Material shown:

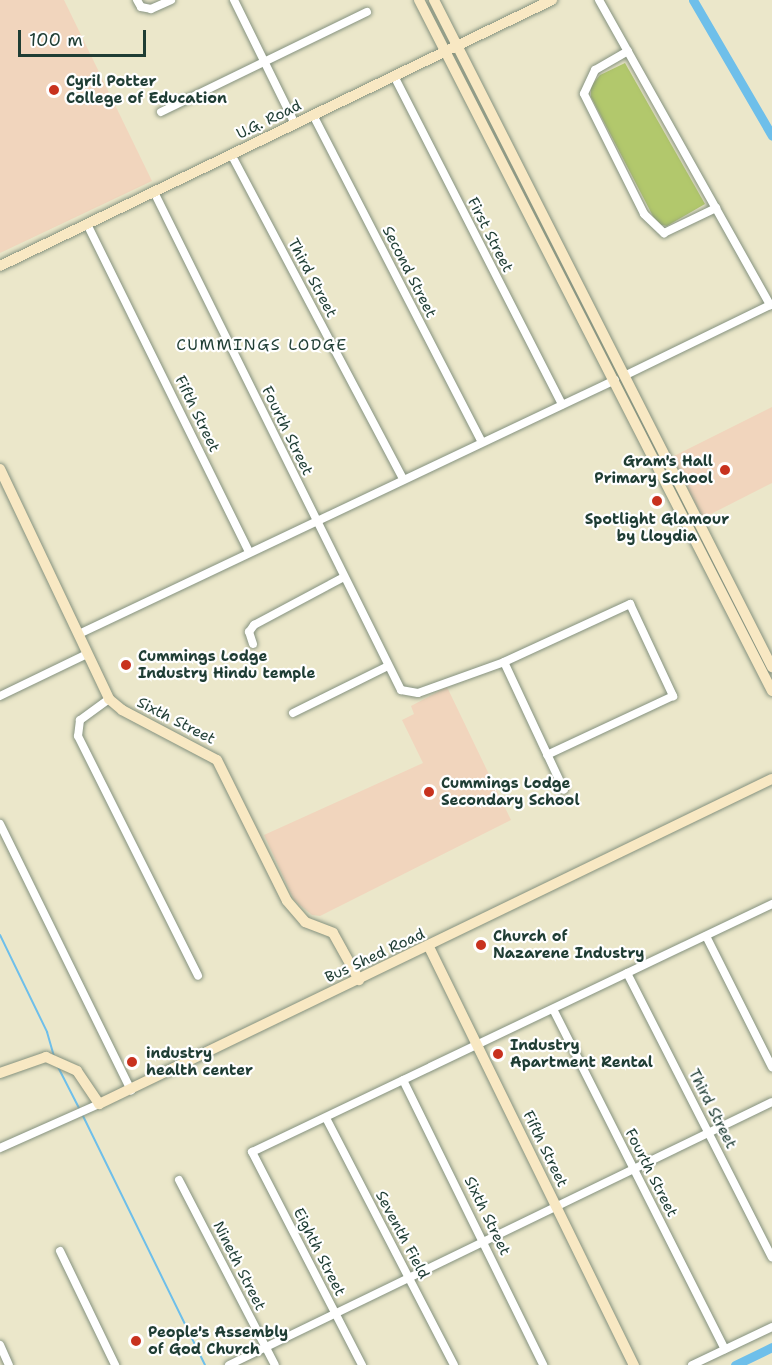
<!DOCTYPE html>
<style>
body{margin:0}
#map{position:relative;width:772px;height:1365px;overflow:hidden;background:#ebe7ca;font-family:"Shantell Sans",sans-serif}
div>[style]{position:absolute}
.built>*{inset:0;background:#f1d5bd}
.green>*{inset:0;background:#b2c86c}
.stream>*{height:2px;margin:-1px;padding:0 1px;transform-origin:1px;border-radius:1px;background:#6ebfea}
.canal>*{height:9px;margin:-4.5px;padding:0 4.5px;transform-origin:4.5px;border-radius:4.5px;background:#6ebfea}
.roads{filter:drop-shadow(0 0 2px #85927f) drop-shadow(0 0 2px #85927f)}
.street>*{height:8px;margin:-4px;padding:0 4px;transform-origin:4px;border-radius:4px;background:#fff}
.secondary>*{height:10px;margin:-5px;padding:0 5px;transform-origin:5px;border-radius:5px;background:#f8e8c3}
.dots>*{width:16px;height:16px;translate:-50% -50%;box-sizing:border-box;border:3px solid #fff;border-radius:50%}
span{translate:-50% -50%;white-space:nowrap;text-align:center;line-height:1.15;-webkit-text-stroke:4.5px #fff;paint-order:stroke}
.poi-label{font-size:15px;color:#1f3d34;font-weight:700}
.left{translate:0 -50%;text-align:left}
.right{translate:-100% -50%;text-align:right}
.street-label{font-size:15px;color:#1f3d34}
.neighbourhood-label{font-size:16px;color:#1f3d34;letter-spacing:1.5px}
.scale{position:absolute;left:18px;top:30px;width:128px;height:27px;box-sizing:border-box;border:3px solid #1f3d34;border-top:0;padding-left:8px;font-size:18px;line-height:21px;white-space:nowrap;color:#1f3d34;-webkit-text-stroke:4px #fff;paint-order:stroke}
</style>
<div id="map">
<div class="built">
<div style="clip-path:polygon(0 0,64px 0,152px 181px,0 253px)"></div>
<div style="clip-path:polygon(772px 407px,772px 483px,703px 518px,672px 457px)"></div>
<div style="clip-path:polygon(447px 687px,511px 820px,320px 916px,312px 915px,294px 900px,264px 835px,423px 763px,402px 720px,414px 714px,411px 706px)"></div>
</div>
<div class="green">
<div style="clip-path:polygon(625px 63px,705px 204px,667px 226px,657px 224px,591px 97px,591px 86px,600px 75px)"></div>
</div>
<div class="stream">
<div style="left:0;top:935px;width:108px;rotate:64.1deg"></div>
<div style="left:47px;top:1032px;width:25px;rotate:74deg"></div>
<div style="left:58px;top:1067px;width:48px;rotate:62.9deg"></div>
<div style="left:83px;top:1116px;width:277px;rotate:63.9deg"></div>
</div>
<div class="canal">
<div style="left:693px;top:0;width:157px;rotate:59.8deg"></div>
<div style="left:735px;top:1365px;width:41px;rotate:-25.9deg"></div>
</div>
<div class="roads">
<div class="street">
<div style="left:137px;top:0;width:8px;rotate:60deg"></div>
<div style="left:141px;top:7px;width:10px;rotate:11deg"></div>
<div style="left:151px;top:9px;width:22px;rotate:-24deg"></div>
<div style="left:234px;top:0;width:138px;rotate:63.8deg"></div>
<div style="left:599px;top:0;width:350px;rotate:60.7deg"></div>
<div style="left:628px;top:51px;width:38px;rotate:150deg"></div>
<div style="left:595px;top:70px;width:26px;rotate:115deg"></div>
<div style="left:584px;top:94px;width:134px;rotate:63.4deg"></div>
<div style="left:644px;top:214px;width:28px;rotate:44deg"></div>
<div style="left:664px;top:233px;width:58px;rotate:-25.7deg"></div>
<div style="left:394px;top:76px;width:369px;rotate:62.9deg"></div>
<div style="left:161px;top:112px;width:229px;rotate:-25.9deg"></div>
<div style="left:313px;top:115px;width:367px;rotate:62.7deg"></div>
<div style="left:231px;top:154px;width:368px;rotate:62.1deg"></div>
<div style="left:154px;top:192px;width:556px;rotate:63.62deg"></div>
<div style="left:401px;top:690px;width:17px;rotate:10deg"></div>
<div style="left:418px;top:693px;width:91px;rotate:-19.8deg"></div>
<div style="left:504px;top:662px;width:139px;rotate:-24.7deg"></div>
<div style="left:630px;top:604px;width:102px;rotate:64.9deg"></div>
<div style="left:673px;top:696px;width:139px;rotate:154.9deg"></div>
<div style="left:87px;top:224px;width:366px;rotate:63.7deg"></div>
<div style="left:624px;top:376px;width:165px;rotate:-25.9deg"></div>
<div style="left:79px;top:634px;width:593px;rotate:-25.36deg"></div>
<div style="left:253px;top:644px;width:13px;rotate:-108deg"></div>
<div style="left:249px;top:632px;width:9px;rotate:-54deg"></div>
<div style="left:254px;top:625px;width:102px;rotate:-28.1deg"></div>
<div style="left:504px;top:662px;width:141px;rotate:64.9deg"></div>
<div style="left:0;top:696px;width:97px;rotate:-25.8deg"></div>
<div style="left:109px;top:699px;width:36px;rotate:144deg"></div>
<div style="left:80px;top:720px;width:16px;rotate:97deg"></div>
<div style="left:78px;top:736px;width:268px;rotate:63.4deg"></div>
<div style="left:293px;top:713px;width:106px;rotate:-26.3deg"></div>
<div style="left:0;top:824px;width:297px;rotate:63.8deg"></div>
<div style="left:706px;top:936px;width:147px;rotate:63.3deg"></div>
<div style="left:627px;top:973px;width:319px;rotate:63deg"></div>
<div style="left:553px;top:1009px;width:381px;rotate:63.2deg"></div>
<div style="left:403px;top:1080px;width:318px;rotate:63.8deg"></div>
<div style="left:326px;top:1118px;width:278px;rotate:62.6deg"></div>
<div style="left:0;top:1148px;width:108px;rotate:-24deg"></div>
<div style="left:179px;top:1180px;width:208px;rotate:62.6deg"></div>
<div style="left:60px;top:1251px;width:127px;rotate:64.2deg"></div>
<div style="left:0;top:1345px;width:22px;rotate:66deg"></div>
<div style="left:229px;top:1365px;width:603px;rotate:-25.84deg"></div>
<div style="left:362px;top:1365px;width:240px;rotate:-117.3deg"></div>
<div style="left:252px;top:1152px;width:576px;rotate:-25.5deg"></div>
<div style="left:692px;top:1365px;width:89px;rotate:-25.4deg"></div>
</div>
<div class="secondary">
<div style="left:419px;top:0;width:776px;rotate:62.94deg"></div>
<div style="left:434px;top:0;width:748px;rotate:63.13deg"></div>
<div style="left:0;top:266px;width:613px;rotate:-25.73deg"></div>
<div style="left:0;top:469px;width:255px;rotate:64.6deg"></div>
<div style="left:109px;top:699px;width:17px;rotate:40deg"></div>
<div style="left:122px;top:710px;width:107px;rotate:27.8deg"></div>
<div style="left:217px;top:760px;width:157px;rotate:63.6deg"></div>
<div style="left:287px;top:901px;width:28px;rotate:49deg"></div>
<div style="left:305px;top:922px;width:30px;rotate:21deg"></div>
<div style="left:333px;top:933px;width:54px;rotate:61deg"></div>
<div style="left:429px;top:947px;width:466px;rotate:63.9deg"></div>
<div style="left:0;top:1073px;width:49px;rotate:-19.2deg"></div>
<div style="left:46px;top:1057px;width:34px;rotate:24deg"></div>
<div style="left:77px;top:1071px;width:40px;rotate:56deg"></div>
<div style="left:99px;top:1104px;width:747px;rotate:-25.78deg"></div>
</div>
</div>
<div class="dots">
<div style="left:54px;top:90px;background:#c8321e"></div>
<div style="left:725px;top:470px;background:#c8321e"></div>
<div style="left:657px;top:501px;background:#c8321e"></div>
<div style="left:126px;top:665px;background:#c8321e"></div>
<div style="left:429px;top:792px;background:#c8321e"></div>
<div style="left:481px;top:945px;background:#c8321e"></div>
<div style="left:498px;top:1054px;background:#c8321e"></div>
<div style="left:132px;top:1062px;background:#c8321e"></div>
<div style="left:136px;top:1341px;background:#c8321e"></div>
</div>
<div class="poi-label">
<span class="left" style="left:66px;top:90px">Cyril Potter<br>College of Education</span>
<span class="right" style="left:713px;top:470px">Gram's Hall<br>Primary School</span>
<span style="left:657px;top:528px">Spotlight Glamour<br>by Lloydia</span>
<span class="left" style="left:138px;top:665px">Cummings Lodge<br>Industry Hindu temple</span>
<span class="left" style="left:441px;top:792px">Cummings Lodge<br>Secondary School</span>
<span class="left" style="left:493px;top:945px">Church of<br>Nazarene Industry</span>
<span class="left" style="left:510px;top:1054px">Industry<br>Apartment Rental</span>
<span class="left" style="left:146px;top:1062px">industry<br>health center</span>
<span class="left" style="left:148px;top:1341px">People's Assembly<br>of God Church</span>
</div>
<div class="street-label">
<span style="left:269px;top:120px;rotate:-26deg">U.G. Road</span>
<span style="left:490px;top:235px;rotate:63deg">First Street</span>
<span style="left:409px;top:272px;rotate:63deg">Second Street</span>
<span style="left:312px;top:278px;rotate:62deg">Third Street</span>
<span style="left:197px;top:414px;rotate:64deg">Fifth Street</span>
<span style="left:287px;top:431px;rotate:64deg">Fourth Street</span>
<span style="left:176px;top:721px;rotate:27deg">Sixth Street</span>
<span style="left:375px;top:956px;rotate:-25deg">Bus Shed Road</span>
<span style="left:712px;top:1109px;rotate:63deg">Third Street</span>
<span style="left:545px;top:1149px;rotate:64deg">Fifth Street</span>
<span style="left:651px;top:1173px;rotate:63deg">Fourth Street</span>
<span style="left:487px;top:1216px;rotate:64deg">Sixth Street</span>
<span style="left:402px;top:1235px;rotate:62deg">Seventh Field</span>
<span style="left:319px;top:1252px;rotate:63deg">Eighth Street</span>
<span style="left:239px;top:1266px;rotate:63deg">Nineth Street</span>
</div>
<div class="neighbourhood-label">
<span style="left:262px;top:345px">CUMMINGS LODGE</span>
</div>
<div class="scale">100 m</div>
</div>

Problem details: Copy each line of the listing in which the word "stream" can be found.

Answer:
.stream>*{height:2px;margin:-1px;padding:0 1px;transform-origin:1px;border-radius:1px;background:#6ebfea}
<div class="stream">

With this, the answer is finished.